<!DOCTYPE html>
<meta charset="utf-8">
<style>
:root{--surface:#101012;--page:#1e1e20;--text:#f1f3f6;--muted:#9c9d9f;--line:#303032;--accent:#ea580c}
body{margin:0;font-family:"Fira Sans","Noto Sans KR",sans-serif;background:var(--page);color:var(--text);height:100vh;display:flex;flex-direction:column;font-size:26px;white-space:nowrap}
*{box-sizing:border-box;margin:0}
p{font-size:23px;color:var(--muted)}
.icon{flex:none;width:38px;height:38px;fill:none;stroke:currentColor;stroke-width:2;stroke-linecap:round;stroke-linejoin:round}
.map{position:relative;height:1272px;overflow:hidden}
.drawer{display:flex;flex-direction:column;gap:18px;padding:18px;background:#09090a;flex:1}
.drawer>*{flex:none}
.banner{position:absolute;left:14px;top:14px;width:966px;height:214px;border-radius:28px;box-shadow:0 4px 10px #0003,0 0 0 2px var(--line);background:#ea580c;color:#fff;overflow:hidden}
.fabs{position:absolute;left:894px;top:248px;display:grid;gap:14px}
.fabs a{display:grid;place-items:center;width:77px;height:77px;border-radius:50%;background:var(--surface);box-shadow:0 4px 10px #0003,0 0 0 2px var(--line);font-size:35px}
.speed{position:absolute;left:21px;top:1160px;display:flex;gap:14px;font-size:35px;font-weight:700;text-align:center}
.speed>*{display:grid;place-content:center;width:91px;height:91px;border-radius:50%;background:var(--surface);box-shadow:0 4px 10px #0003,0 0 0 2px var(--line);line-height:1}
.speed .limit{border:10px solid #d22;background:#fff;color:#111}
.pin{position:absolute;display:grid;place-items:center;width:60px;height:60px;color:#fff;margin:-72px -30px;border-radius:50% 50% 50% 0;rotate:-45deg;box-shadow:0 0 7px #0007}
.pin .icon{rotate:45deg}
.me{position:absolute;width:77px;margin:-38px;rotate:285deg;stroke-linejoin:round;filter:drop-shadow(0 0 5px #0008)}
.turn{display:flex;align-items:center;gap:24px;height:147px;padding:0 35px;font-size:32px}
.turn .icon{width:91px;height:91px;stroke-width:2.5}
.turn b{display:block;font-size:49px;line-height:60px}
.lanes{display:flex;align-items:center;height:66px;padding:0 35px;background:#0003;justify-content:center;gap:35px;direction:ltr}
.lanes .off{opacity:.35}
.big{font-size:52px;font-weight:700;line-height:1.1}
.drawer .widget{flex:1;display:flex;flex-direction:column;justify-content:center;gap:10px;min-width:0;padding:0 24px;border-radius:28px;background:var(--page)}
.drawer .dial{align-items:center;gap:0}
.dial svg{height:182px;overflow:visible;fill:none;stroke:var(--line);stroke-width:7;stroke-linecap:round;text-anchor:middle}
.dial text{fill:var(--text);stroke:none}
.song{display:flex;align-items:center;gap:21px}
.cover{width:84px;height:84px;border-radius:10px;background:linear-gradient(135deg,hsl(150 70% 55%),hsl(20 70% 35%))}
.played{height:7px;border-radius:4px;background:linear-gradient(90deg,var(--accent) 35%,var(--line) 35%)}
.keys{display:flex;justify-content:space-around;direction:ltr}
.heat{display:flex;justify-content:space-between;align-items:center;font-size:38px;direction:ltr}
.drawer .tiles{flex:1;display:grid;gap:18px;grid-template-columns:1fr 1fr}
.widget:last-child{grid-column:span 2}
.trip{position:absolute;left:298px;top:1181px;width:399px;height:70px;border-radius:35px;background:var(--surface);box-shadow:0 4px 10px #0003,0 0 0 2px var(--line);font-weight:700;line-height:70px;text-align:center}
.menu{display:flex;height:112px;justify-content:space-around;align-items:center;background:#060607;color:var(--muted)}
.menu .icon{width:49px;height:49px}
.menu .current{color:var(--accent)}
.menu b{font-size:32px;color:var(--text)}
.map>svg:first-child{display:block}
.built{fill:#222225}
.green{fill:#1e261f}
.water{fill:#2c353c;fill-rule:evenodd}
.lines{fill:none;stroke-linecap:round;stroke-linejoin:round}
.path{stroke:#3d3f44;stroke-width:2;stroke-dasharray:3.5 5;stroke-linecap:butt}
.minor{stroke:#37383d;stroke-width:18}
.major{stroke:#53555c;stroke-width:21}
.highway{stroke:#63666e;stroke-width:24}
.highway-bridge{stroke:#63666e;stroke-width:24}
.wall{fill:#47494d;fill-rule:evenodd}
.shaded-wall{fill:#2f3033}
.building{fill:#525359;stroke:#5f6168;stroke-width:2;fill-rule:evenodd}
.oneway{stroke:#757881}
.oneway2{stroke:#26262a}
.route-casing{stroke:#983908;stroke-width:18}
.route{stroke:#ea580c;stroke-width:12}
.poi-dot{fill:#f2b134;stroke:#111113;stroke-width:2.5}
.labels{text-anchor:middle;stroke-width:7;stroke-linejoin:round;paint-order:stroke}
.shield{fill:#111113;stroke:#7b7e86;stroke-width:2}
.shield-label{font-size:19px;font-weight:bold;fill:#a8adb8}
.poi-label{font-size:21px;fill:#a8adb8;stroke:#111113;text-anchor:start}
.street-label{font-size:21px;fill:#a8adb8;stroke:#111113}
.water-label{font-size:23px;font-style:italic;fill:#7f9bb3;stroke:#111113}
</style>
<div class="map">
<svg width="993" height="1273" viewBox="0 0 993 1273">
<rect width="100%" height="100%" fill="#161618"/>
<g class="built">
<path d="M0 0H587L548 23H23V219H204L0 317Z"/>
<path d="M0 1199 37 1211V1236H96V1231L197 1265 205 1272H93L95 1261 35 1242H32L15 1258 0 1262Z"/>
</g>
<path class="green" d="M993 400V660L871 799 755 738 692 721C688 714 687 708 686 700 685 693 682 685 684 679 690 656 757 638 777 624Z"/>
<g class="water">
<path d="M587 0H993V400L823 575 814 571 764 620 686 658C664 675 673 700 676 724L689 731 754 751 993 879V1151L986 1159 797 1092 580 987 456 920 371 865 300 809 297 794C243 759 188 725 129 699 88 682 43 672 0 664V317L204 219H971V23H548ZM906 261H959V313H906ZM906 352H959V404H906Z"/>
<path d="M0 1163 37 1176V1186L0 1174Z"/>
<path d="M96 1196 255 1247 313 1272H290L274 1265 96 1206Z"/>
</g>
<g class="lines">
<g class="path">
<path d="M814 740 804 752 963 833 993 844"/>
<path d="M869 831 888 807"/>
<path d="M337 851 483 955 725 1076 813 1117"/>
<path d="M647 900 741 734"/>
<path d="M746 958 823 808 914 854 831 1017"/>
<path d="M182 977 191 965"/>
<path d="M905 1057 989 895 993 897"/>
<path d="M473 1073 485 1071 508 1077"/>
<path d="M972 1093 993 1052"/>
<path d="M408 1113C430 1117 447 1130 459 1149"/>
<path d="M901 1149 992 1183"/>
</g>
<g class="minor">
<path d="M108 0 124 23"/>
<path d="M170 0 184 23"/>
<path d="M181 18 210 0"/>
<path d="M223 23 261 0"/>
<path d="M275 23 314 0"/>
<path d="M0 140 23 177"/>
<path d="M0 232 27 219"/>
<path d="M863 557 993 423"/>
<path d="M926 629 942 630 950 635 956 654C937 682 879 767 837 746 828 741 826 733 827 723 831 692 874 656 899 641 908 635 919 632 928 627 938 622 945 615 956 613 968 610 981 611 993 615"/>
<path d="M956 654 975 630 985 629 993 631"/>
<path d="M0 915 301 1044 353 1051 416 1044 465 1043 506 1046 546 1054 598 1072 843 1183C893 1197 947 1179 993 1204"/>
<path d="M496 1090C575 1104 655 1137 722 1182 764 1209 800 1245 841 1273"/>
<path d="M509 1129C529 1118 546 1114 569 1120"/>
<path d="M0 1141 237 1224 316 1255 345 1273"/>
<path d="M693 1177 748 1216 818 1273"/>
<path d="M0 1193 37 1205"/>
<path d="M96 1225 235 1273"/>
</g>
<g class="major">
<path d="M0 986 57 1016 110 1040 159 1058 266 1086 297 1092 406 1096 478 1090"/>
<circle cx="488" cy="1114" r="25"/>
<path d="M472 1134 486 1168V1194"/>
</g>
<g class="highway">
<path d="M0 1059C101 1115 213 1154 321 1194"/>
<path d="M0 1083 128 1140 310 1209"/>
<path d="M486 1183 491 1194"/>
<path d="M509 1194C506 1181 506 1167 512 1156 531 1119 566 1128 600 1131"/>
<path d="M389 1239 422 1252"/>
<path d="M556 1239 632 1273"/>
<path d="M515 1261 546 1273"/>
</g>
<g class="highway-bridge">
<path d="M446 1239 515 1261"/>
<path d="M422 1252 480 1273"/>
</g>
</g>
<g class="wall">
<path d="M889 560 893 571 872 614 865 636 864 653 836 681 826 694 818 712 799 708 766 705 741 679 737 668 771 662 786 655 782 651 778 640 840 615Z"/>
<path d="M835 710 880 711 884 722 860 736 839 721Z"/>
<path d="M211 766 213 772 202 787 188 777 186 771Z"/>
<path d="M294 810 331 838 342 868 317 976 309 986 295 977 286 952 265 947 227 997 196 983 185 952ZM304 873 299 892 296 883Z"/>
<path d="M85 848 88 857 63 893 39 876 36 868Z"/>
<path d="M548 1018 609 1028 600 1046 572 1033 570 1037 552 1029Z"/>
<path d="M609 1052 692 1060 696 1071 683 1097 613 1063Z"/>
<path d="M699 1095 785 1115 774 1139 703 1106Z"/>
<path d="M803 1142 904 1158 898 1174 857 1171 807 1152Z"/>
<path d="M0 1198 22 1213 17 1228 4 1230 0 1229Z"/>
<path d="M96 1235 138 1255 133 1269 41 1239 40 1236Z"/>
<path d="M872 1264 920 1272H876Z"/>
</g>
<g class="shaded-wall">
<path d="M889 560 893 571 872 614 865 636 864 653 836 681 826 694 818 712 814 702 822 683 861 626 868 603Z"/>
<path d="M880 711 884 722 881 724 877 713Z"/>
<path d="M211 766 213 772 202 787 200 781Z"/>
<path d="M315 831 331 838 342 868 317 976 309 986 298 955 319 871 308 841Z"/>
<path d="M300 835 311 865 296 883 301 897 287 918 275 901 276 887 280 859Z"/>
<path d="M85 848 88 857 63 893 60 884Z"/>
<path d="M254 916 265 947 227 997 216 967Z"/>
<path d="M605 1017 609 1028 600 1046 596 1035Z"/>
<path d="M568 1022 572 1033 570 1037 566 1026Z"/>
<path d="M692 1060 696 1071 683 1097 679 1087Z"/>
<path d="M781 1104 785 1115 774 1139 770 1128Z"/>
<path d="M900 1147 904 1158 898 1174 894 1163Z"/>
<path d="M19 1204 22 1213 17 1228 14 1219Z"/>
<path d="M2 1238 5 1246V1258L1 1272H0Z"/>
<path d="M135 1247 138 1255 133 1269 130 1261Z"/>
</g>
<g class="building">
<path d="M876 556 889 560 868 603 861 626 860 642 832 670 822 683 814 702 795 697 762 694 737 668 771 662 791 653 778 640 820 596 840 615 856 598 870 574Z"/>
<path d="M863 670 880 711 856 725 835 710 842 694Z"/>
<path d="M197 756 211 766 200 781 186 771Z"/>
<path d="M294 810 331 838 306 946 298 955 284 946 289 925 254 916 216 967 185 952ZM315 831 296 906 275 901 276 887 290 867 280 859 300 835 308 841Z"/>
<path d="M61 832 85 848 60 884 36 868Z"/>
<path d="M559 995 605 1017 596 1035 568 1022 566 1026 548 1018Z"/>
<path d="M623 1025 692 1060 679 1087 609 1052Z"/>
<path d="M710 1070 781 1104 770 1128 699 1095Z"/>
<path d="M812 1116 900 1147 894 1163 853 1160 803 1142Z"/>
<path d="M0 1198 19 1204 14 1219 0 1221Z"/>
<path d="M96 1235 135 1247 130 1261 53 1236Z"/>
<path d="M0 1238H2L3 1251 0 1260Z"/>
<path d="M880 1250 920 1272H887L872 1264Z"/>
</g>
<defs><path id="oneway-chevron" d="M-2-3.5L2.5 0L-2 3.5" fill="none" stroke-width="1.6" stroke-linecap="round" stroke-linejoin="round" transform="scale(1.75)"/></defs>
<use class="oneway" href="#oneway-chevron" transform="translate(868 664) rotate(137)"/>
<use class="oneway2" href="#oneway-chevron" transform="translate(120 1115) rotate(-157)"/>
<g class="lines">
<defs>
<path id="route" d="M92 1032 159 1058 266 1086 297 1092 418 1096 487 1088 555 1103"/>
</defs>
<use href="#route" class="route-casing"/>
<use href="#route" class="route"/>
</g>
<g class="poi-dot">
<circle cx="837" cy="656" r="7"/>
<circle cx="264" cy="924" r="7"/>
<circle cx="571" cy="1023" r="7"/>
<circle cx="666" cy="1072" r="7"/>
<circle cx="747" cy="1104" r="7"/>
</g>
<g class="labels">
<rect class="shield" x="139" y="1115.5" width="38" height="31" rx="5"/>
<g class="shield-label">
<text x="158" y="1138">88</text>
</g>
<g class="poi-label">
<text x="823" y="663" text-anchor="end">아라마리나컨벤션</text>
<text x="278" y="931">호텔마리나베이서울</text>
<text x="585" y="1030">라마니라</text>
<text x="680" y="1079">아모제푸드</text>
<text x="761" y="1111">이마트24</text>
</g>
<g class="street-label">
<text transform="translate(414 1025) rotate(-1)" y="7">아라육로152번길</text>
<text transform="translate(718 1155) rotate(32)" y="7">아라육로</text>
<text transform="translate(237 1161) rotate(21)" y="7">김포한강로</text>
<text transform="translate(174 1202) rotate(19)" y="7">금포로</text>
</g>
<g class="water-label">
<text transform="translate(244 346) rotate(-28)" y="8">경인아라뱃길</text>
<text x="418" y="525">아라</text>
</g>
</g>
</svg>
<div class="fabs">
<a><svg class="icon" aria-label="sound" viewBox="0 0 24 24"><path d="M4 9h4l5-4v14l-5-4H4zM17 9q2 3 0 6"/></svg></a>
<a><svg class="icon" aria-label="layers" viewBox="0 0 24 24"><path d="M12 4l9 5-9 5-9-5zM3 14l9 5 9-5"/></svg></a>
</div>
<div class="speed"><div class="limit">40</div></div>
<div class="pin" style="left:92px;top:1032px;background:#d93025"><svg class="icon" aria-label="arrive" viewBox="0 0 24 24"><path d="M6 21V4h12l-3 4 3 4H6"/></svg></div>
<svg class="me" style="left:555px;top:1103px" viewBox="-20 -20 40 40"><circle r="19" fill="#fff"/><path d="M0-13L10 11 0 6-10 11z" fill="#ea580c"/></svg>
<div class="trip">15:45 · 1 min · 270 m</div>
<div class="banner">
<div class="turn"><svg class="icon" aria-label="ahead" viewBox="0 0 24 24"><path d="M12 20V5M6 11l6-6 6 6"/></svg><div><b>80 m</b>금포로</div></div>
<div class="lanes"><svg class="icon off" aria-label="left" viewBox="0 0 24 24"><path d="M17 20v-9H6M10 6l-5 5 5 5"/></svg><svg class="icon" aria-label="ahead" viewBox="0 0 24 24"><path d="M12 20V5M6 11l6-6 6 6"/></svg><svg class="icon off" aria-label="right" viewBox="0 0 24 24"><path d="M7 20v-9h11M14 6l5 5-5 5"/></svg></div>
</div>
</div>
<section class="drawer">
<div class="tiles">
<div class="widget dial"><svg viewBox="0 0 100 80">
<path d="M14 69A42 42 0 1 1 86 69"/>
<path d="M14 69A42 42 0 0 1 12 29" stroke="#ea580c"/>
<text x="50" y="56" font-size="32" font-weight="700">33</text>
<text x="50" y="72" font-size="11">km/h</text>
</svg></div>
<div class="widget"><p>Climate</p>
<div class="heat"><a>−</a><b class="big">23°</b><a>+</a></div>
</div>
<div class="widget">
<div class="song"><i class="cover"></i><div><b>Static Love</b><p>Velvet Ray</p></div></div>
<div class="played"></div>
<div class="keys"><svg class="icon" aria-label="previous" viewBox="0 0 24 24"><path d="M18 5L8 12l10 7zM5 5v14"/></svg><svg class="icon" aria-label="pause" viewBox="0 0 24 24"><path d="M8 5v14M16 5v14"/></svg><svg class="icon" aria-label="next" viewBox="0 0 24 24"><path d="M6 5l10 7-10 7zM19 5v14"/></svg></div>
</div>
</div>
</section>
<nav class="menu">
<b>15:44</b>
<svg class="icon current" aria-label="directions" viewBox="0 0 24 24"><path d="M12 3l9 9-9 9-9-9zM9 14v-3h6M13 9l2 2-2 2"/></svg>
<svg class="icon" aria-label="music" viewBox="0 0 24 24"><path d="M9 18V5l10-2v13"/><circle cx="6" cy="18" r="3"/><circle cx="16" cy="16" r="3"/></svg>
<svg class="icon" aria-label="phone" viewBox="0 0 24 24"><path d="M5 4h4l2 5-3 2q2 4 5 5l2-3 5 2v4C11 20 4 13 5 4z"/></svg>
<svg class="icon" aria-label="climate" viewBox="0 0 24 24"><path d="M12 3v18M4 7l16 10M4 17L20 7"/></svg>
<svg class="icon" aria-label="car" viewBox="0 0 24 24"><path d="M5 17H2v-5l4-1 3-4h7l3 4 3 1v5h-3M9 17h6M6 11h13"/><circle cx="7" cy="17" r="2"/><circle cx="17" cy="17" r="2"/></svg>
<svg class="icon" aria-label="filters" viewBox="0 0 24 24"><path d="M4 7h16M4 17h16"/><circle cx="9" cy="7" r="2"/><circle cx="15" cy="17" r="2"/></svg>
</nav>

ASSIGNMENT:
State the number of lines in the data above that include the word "played", leaving out any other words.

WRITTEN REPLY:
2